We talk about underrepresentation in media and entertainment all the time, but the real area we should be focused on is politics, as Black women’s presence in this arena is greatly lacking and much-needed in these racially charged times. The Higher Heights Leadership fund recently released its 2015 report, Voices. Votes. Leadership
Status of Black Women in American Politics which “explores the barriers and opportunities that exist to harness Black women’s power at the ballot box and on the ballot.” And while the researchers note that the number of black women in political leadership roles has increased since their first report in 2014, there is still a lag when it comes to black women currently in office and in the pipeline for future roles.

According to the report’s key findings:

  • Despite being 7.4% of the U.S. population, Black women are just 3.4% of Congress, less than 1% of statewide elected executive officials, 3.5% of state legislatures, and 1.9% of mayors in cities with populations over 30,000. Four Black women serve as mayor of one of the 100 largest cities in the United States.
  • There are no Black women in Congress from 37 states and no Black woman serves in the U.S. Senate.
  • There are no Black women in Statewide Elected Executive Office in 48 states.
  • There are no Black women in state legislatures in 10 states There are no Black women big-city (>30,000) mayors in 33 states.
  • Historically, only 35 Black women from only 15 states have ever served in the U.S. Congress, only 10 Black women from 9 states have ever served in statewide elected executive offices, and three states have still never elected a Black woman to their state legislature.
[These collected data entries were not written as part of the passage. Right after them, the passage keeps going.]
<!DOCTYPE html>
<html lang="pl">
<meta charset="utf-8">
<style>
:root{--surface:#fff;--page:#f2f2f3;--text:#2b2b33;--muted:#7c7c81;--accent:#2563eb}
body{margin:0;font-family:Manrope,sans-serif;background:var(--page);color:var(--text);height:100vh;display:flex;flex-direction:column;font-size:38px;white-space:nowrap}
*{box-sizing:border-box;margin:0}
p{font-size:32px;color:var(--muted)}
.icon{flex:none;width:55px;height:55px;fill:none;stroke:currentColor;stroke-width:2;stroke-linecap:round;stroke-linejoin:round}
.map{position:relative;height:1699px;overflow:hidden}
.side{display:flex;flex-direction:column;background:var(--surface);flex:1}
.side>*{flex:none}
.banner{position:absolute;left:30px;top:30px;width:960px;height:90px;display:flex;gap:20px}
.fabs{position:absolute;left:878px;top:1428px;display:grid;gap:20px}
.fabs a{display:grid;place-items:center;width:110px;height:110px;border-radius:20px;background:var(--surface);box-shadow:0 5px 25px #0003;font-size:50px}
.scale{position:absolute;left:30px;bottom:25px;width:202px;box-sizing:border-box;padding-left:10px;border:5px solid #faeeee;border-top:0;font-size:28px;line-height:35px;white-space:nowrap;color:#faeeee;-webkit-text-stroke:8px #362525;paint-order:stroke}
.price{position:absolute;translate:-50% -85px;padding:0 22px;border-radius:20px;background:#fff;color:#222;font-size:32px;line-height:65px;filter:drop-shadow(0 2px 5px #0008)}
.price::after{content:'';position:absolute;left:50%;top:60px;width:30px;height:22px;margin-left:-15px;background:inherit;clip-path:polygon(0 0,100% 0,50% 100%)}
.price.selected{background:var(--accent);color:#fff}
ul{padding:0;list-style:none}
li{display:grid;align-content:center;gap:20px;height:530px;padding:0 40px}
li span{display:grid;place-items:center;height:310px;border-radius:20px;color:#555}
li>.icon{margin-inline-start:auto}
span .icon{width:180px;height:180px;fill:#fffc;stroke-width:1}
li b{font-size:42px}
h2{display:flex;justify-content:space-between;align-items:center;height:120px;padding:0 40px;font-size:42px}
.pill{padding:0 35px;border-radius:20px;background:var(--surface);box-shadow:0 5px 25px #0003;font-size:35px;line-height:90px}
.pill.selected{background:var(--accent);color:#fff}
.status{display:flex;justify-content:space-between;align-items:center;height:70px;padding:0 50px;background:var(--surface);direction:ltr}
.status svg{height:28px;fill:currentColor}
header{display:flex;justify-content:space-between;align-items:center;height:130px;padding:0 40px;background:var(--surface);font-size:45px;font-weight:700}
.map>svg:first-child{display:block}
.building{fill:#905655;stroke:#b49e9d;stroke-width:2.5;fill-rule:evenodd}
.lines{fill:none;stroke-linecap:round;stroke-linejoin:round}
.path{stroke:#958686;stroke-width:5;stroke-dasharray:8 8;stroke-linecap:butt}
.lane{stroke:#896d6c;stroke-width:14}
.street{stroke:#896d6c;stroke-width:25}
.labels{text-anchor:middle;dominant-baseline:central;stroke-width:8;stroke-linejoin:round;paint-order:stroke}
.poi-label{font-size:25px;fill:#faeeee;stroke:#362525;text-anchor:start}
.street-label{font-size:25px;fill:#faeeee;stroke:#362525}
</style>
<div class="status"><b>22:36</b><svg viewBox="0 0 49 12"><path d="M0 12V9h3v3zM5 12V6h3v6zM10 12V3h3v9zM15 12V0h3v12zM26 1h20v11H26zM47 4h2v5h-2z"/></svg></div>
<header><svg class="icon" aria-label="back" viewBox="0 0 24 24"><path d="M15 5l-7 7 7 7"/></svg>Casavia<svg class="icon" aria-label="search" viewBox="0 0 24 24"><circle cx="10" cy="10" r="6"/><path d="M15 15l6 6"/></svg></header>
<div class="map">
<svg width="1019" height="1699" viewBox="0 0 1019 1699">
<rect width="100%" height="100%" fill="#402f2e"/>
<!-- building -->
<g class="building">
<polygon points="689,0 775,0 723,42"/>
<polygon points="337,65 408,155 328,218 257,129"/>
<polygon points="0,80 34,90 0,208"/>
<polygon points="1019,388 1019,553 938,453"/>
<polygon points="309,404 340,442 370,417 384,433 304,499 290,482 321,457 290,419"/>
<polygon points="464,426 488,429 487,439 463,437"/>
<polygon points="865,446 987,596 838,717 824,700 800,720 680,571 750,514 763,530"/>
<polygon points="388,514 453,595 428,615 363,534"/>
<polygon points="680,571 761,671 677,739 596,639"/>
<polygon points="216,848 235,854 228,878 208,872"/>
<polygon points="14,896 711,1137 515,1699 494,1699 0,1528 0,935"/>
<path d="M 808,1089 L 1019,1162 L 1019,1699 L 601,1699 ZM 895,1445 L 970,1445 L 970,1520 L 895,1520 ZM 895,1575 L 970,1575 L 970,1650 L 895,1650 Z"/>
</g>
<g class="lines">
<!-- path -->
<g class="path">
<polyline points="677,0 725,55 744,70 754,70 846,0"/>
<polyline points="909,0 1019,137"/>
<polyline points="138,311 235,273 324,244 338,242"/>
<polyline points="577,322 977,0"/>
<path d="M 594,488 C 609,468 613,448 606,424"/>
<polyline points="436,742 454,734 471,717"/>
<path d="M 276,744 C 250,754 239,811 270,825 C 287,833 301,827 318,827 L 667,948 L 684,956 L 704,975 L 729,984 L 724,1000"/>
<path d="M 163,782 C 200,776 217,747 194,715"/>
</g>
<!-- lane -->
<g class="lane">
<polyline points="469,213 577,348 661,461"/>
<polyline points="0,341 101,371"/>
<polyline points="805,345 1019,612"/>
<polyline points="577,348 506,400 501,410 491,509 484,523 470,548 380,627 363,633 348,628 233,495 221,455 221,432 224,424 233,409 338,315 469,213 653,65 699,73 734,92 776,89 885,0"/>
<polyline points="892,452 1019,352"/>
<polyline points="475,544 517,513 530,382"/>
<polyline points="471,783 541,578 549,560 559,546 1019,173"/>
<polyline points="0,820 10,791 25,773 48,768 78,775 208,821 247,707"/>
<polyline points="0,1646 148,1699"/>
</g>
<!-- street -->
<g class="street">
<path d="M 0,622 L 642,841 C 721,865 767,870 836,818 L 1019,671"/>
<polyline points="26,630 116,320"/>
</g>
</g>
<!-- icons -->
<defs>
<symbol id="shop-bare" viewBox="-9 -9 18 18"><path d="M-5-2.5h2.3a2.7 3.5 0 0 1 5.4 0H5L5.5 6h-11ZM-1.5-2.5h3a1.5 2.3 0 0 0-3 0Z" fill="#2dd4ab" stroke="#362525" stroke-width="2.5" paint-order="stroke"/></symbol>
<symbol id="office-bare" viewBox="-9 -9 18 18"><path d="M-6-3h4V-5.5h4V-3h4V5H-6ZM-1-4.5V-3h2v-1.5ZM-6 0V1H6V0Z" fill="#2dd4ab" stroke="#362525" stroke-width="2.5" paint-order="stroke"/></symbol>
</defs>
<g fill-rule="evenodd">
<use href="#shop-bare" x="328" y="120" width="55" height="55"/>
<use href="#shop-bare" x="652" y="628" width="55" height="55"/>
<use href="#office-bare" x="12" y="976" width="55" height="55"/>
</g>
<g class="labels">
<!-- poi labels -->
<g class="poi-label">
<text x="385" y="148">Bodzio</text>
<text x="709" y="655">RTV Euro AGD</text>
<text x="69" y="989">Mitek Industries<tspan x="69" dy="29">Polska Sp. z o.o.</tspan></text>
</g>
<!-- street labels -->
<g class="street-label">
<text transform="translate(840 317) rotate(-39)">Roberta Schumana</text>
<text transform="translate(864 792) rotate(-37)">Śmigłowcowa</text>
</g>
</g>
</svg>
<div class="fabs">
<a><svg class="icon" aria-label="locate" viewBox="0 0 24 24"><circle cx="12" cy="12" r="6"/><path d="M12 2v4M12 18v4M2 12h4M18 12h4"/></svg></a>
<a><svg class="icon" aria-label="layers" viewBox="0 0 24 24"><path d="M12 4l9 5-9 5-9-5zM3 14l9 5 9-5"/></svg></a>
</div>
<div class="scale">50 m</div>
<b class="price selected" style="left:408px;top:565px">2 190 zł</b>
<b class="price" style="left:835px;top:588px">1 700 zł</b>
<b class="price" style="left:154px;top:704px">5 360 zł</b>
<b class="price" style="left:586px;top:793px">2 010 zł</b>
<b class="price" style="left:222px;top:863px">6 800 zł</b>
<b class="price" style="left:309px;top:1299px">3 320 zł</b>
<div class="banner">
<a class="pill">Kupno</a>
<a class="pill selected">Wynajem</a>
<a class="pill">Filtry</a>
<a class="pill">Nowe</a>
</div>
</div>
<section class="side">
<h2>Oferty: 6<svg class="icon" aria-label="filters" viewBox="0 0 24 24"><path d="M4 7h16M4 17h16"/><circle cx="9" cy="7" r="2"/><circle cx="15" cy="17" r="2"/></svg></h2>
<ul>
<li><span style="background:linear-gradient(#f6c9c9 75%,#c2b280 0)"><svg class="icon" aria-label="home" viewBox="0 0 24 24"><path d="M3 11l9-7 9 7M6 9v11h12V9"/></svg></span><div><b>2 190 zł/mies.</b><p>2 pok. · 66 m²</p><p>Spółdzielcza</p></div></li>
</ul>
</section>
It’s studies like this that make the work of Marilyn Mosby — and her husband Nick Mosby who’s running for mayor in Baltimore because there’s certainly a shortage of black male representation in local and national politics as well — so important. It also makes us appreciate women like representative Maxine Waters (D-CA) who is the most senior of the only 12 black women currently serving in Congress. If we want to see more policies that help black women and the black family succeed, we have to have leaders in place who can push our concerns to the forefront.